Father Brown is a priest who doubles as an amateur detective in Chesterton’s stories.  “I am a man,” says Father Brown in the story cited above,  “and therefore have all the devils in my heart.”  Father Brown is not self-righteous.  He does not see himself as separate from the normal men on the earth.  He is aware of his weaknesses, the weaknesses that haunt every human being including himself.  Just because one becomes a priest or a guru, godman, Satsangi or whatever, one does not become entitled to sit in judgment over his fellow human beings.  Religion without compassion for fellow human beings is terrorism, though of varying degrees.  Religion without compassion and understanding of fellow human beings soon ends as a hammer of god.  Wilfred had killed his brother with a hammer.  
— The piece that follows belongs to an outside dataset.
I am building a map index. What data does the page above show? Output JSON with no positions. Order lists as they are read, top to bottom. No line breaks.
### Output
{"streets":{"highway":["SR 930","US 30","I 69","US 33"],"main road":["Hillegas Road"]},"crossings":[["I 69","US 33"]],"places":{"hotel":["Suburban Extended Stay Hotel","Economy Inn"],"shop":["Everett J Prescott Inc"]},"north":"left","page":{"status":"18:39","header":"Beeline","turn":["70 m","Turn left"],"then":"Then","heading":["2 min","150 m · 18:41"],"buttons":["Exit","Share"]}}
At the end of the story, Father Brown tells Wilfred, “You tried to fix it (the murder) on the imbecile (Joe, the idiot) because you knew he could not suffer.  That was one of the gleams that it is my business to find in assassins.  And now come down into the village, and go your own way as free as the wind; for I have said my last word.”

Father Brown does not judge.  He does not condemn the sinner.  He understands.  He understands that a man who cannot accept suffering himself but can pass it on to an innocent person who won’t ever understand it can’t be redeemed.  Redemption does not lie in any religious ritual, not in prayers however devoutly they may be recited from whichever altitude, not in setting up oneself above others.  Redemption lies in the ability to feel the pain of one’s fellow beings. 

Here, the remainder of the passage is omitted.